Een van de vroegste voorbeelden van dans is te vinden in de rotstekeningen uit de Bhimbetka-schuilplaatsen in centraal India, die dateren uit ongeveer 10.000 voor Christus. Deze rotsschilderingen tonen menselijke figuren die zich bezighouden met verschillende activiteiten, waaronder dansen. De dansers worden getoond terwijl ze elkaars hand vasthouden en cirkels vormen, en het lijkt alsof ze ritmisch op muziek bewegen.
Een ander vroeg voorbeeld van dans is te vinden in Egyptische grafschilderingen uit de periode van het Oude Rijk (rond 2686-2181 v.Chr.). Deze schilderijen tonen dansers die optreden op feesten en andere sociale evenementen. De dansers dragen vaak uitgebreide kostuums en sieraden, en ze lijken zeer bekwaam in hun kunst.

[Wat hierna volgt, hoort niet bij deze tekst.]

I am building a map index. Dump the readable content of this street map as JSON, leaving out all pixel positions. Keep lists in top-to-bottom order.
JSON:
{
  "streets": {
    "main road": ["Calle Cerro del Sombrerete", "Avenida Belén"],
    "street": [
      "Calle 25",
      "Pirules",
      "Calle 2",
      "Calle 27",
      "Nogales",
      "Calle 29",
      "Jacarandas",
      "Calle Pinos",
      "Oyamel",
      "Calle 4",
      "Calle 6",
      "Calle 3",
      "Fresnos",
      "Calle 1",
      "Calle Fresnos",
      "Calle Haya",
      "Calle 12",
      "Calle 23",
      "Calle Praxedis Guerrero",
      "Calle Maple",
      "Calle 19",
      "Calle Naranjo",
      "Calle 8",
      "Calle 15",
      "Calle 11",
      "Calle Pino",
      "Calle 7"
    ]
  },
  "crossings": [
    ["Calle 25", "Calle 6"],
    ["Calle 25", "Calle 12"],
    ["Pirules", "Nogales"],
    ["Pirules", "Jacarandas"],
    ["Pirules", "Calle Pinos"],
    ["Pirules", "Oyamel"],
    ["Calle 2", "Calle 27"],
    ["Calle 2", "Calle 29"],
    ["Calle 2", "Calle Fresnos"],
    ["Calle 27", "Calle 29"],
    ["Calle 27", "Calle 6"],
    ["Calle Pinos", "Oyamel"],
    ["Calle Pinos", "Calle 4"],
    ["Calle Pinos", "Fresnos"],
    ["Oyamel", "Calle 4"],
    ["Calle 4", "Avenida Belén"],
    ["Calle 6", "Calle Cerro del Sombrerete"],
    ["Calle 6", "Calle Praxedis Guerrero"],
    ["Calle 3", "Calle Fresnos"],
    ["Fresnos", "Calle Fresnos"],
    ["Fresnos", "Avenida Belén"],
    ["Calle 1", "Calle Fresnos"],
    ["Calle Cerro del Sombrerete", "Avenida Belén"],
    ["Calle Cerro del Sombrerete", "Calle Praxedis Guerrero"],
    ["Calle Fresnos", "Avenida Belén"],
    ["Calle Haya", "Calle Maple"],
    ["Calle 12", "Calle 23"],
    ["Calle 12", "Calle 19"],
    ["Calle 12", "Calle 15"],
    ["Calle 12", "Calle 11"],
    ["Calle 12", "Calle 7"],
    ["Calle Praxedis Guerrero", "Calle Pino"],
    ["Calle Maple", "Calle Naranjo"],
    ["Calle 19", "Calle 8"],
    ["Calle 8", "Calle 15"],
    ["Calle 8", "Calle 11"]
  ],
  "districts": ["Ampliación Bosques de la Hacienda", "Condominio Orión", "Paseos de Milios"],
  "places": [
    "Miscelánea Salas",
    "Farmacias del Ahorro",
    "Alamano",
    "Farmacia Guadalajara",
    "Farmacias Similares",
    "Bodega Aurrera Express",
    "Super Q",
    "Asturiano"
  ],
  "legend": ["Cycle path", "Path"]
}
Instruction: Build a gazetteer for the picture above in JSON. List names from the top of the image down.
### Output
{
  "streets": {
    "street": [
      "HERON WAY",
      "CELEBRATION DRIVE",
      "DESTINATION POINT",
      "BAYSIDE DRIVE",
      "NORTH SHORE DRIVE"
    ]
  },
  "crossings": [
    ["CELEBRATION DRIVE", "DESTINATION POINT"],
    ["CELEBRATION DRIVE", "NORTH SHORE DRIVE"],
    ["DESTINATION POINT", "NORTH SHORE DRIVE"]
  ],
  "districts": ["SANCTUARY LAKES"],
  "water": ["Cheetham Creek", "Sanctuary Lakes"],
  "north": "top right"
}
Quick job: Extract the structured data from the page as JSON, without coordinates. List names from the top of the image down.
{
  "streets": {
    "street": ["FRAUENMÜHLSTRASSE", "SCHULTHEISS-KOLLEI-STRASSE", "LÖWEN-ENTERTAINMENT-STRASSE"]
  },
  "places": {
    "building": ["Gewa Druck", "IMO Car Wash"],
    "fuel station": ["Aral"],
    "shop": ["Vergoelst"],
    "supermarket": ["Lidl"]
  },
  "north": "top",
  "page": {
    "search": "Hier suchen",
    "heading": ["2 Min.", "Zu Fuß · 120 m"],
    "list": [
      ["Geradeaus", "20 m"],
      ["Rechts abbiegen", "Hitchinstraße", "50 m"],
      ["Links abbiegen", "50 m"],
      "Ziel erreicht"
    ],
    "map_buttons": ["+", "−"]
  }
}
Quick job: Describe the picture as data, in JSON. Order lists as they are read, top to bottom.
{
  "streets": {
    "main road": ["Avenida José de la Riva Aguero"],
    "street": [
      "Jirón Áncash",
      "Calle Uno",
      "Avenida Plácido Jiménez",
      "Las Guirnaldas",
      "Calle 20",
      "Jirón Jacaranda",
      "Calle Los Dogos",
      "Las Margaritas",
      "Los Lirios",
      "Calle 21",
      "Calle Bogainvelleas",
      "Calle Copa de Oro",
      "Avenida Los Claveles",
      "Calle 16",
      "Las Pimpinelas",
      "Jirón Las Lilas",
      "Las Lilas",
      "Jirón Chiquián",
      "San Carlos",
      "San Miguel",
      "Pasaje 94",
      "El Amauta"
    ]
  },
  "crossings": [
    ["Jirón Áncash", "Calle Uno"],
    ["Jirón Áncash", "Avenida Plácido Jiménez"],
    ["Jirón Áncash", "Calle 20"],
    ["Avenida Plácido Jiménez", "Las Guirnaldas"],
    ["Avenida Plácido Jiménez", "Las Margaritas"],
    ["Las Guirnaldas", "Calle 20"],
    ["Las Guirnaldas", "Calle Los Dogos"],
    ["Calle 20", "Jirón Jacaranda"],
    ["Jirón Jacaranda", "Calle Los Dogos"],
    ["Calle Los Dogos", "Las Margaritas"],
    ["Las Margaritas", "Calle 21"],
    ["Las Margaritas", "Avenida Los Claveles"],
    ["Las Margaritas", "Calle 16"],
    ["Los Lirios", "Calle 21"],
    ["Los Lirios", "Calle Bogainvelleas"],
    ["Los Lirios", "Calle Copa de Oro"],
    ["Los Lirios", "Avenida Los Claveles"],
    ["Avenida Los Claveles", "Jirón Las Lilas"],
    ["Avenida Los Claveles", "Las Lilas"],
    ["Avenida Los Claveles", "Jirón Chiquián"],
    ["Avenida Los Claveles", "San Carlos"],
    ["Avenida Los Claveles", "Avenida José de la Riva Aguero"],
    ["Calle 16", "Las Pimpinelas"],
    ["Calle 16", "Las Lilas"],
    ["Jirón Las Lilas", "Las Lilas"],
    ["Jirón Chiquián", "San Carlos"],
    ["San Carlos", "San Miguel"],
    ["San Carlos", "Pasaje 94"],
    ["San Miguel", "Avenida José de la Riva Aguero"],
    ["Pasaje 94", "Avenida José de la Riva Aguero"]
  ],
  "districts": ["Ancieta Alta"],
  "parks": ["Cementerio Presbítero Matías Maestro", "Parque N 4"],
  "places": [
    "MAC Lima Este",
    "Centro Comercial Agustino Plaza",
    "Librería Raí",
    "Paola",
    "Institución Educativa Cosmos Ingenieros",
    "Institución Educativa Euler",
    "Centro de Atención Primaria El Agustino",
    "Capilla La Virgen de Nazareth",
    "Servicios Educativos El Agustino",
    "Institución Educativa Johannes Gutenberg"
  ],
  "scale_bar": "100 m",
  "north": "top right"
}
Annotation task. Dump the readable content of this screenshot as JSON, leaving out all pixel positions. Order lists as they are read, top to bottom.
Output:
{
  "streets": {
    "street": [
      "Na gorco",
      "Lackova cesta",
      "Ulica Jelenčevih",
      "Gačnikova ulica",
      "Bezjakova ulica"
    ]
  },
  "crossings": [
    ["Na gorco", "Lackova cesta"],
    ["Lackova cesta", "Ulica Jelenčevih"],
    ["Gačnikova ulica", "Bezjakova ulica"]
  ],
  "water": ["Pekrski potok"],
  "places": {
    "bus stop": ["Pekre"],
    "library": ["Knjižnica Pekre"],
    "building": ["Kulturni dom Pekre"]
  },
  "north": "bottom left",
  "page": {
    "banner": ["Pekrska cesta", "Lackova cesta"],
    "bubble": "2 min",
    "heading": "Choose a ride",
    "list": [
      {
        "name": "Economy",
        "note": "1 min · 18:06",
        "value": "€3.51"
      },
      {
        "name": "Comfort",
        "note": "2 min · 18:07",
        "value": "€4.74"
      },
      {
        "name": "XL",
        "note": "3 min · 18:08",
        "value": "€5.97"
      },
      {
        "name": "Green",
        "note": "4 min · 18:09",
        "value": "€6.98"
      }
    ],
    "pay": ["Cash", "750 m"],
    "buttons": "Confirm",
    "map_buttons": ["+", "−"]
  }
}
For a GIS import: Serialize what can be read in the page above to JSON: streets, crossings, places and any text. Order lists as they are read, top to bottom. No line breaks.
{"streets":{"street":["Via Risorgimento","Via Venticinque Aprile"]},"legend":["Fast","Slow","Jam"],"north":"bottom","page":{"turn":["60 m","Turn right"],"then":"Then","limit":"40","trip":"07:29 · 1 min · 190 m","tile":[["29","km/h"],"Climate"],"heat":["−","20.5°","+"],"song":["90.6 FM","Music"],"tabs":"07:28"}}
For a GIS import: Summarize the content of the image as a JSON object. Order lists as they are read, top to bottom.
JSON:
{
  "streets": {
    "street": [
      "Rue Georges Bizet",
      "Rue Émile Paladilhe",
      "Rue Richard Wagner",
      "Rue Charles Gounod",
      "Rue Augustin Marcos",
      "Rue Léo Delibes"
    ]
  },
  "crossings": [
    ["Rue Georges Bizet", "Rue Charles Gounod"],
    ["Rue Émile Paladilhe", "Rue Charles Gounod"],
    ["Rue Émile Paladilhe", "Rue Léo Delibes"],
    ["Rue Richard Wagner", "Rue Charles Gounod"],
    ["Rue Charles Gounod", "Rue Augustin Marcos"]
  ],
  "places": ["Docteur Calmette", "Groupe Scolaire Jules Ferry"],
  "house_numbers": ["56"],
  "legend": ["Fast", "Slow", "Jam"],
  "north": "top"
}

Op basis van deze vroege voorbeelden is het waarschijnlijk dat de eerste dansen werden uitgevoerd voor religieuze of sociale doeleinden. Dans kan gebruikt zijn om vreugde uit te drukken, om verhalen te vertellen of om verbinding te maken met het goddelijke. In de loop van de tijd ontwikkelde dans zich tot een complexere kunstvorm en werd het een belangrijk onderdeel van veel culturen over de hele wereld.
Tegenwoordig wordt dans genoten door mensen van alle leeftijden en culturen. Het is een manier om jezelf te uiten, contact te maken met anderen en gewoon plezier te hebben. Dans is een geschenk dat van generatie op generatie is doorgegeven, en het blijft een essentieel onderdeel van de menselijke cultuur.